Итак, я рассказал Биби, как познакомился с господином Адамсоном — здесь, в саду на скамейке, на которой я сейчас сижу. Как я догадался, что он — покойник. Как я — отчасти намеренно, частично по роковой ошибке — попал в мир мертвых и как выбрался оттуда. И о том, что господин Адамсон рассказал мне, как он и София провели в Микенах четыре счастливых, полных любви дня и ночи. Да-да, именно так. И что Агамемнон, ее отец, был плодом этой любви. Запретным плодом и, вероятно, тайным. Как господин Адамсон с моей помощью — он, мертвец без плоти и сил, не мог обойтись без меня — искал ее. Как нам удалось в последний момент спасти клад. Что этот клад — чемодан с неизвестным мне содержимым — спрятан в сарае виллы господина Кремера и есть надежда, что он все еще там, хотя прошло уже больше полувека. Мы разговаривали в 2011 году, а тогда был 1946-й. Но вилла еще стоит, точно такая же, как и раньше, и даже самшитовая изгородь ровно подстрижена, насколько я успел заметить во время нашего визита к Белой Даме два дня тому назад. Всего два дня назад! Ну вот. И если я передам ей, Биби, подарок господина Адамсона, то цель моей жизни можно считать достигнутой. Остальное будет подарком. И еще я добавил, что верю каждому слову господина Адамсона. Раз он сказал, что там клад, значит, там клад. Я утаил, что видел господина Адамсона, а он видел ее.

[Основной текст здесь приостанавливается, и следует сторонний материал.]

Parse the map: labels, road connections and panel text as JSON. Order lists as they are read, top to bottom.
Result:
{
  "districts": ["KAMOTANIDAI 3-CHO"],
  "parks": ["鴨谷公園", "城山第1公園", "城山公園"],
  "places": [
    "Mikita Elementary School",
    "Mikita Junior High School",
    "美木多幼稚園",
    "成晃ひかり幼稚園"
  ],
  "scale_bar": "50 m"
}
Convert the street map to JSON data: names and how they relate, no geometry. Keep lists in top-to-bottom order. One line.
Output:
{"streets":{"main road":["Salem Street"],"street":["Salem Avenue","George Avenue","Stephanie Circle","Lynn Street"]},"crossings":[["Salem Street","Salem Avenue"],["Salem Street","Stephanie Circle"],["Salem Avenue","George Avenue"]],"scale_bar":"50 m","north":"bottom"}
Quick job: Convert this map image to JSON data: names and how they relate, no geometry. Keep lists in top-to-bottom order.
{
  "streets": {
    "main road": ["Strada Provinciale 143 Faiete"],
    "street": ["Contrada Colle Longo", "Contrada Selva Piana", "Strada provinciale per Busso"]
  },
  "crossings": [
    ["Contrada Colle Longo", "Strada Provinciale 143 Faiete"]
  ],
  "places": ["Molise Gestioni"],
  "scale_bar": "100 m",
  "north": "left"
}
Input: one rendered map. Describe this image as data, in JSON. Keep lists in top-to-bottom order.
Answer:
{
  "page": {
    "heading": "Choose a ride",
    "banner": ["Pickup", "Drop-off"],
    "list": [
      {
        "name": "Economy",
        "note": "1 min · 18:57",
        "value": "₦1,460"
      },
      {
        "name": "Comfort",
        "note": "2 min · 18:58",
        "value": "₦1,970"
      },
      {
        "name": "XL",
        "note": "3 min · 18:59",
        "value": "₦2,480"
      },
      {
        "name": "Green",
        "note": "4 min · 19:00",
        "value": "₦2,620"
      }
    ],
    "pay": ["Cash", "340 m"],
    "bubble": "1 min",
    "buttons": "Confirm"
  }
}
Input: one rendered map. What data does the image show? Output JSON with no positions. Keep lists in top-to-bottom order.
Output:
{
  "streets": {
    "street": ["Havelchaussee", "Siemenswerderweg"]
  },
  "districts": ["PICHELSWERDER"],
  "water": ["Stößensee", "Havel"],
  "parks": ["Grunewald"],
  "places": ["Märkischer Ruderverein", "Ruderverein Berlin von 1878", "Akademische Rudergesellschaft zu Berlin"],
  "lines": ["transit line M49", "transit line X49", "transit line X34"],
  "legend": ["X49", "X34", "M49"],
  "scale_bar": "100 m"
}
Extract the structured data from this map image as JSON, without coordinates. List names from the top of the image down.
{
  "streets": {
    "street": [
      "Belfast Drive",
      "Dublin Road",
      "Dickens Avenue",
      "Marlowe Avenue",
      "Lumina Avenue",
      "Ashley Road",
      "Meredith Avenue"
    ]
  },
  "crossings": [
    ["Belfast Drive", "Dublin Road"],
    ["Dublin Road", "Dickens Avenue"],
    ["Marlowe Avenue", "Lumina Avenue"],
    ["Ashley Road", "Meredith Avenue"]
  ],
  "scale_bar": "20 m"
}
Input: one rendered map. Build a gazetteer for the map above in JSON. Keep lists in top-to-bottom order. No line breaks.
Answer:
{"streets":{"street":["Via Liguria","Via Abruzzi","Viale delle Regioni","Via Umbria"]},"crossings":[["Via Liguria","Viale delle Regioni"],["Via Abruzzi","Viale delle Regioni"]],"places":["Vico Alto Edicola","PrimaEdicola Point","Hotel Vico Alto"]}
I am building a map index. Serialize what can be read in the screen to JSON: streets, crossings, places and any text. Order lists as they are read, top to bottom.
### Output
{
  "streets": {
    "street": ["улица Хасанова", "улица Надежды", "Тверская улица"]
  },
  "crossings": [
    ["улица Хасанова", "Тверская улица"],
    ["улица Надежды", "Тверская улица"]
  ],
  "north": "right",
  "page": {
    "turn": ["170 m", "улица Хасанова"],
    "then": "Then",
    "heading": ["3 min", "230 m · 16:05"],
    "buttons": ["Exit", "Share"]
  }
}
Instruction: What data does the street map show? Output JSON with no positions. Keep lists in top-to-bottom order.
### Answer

— Дружище! — воскликнула Биби. — Если мы сейчас же отправимся, то успеем на утренний самолет.
Она подошла к Джейми, которая заснула на своем табурете, положив голову на стойку, потрясла ее и показала на пустые пивные банки. Во время моего рассказа она построила из них высокую пирамиду. Пили мы исключительно «Будвайзер», но в пирамиде странным образом оказалась одна банка из-под пива другого сорта. «Шлитц». Словно сбой в генетической программе. Господи, неужели мы все это выпили?
— Запиши на мой счет, — распорядилась Биби, — мы спешим.
Джейми кивнула еще в полудреме, глядя на нее бессмысленным взглядом. Капитан и шериф тоже по-прежнему торчали в баре. Шериф сидел на полу, вытянув ноги и привалившись спиной к стене, он спал. Дыхание с хрипом вырывалось из его полуоткрытого рта, нижняя губа отвисла. Капитан Бриггс, наклонившись вперед, сидел в инвалидном кресле. Глаза открыты, он не шевелился. Может, умер.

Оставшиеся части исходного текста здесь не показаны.